Alex Metreveli upsets Dennis Ralston in the French nationals to signal the arrival of a new power

On the red-clay tennis courts of the Bois de Boulogne in Paris two weeks ago a young Russian from the University of Georgia named Alexander Metreveli upset the top-ranked tennis player of the U.S., Dennis Ralston, in the French international championships. Metreveli has a soft southern drawl, but it's a Soviet southern drawl. He hails from Tbilisi (formerly Tiflis)—not Atlanta—and he's a third-year journalism major at the University of Georgia, Soviet branch.

When 21-year-old Metreveli took the center court against the supremely confident Ralston, it was another combat between David and Goliath. David was the second-best tennis player in the Soviet Union, a country where only 60,000 persons play the game. Goliath was the distilled product of 8,500,000 American tennis players. Naturally the crowd was for Metreveli. (Who wants to root for Goliath?) Besides, Metreveli has a pleasing personality and a handsome appearance. He is 5 feet 10, weighs 165 pounds, has close-cropped brown hair, brown eyes and a clear complexion. He also speaks good English. On the court in Paris, he never lost his sang-froid, something that could not have been said about the young Russian when he first began playing in tournaments.

Metreveli hit his first tennis ball at 11 in the Tiflis Dynamo Club and reached the junior finals at Wimbledon six years later. He came to Paris an "illustrious unknown," as the French say, but smart boys stopped referring to him as Metreveli Goldwyn Mayer when he easily won his first three matches. Among his victims were the sometime British Davis Cupper Roger Taylor and Marty Mulligan of Australia, one of the top clay-court players in the world. When Metreveli had beaten Mulligan 3-6, 6-1, 6-3, 6-3, the South African player, Abe Segal, remarked: 'That's a fantastic upset. If anyone had told me five years ago that the Russians would be this good in 1966, I never would have believed it."

Ralston didn't believe it either and predicted that his match against the Georgian would be a simple straight set affair. It nearly was, but Dennis-the-ex-Menace managed to win one set. Metreveli trounced Ralston 8-6, 2-6, 6-1, 6-3. After the match point the self-restrained Metreveli let himself go and whooped for joy. The 5,000 spectators stood up and cheered.

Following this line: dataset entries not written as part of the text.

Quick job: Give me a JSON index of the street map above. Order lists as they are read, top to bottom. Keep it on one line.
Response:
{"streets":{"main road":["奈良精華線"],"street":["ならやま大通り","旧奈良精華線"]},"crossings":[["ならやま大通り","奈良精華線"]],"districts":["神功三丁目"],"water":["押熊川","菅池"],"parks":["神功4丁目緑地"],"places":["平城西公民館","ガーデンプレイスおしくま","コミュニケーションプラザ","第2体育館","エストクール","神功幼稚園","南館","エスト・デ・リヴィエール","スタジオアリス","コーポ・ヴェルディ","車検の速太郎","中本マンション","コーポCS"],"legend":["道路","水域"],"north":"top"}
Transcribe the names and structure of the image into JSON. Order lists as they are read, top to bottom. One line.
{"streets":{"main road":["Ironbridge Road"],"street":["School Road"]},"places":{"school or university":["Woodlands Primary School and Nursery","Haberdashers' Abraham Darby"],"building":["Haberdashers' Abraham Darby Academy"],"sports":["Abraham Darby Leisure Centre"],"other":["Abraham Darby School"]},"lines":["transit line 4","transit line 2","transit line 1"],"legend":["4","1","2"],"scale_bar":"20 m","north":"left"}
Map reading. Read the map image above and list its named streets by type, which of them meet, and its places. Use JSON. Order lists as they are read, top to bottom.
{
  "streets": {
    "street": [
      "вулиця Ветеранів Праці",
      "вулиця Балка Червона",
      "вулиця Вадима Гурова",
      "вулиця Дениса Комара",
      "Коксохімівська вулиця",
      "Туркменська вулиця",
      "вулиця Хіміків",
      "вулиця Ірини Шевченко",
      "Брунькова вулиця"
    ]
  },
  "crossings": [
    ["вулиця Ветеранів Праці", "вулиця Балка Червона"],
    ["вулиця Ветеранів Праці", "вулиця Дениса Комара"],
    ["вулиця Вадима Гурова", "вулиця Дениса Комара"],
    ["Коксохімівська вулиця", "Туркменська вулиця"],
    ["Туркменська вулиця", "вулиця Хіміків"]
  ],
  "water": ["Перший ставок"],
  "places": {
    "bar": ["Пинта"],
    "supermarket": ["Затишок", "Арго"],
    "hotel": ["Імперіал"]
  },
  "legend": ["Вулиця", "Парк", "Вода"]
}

The London Times correspondent, Geoffrey Green, was ecstatic: "This day Metreveli made more friends than even he would ever have thought of. Relaxed, well-mannered, he produced something out of context for many other players—a rolled backhand passing shot. Apart from Roy Emerson, none of the present right-hand crop can produce this stroke. It was a fine match. Ralston and Metreveli—West and East—met each other purely. The Russian produced two strokes worthy of winning any title. A feathery backhand drop shot took him to match point, then a sizzling backhand cross-court drive gave him victory. Here was not only talent but character. The Russian tennis players are on their way."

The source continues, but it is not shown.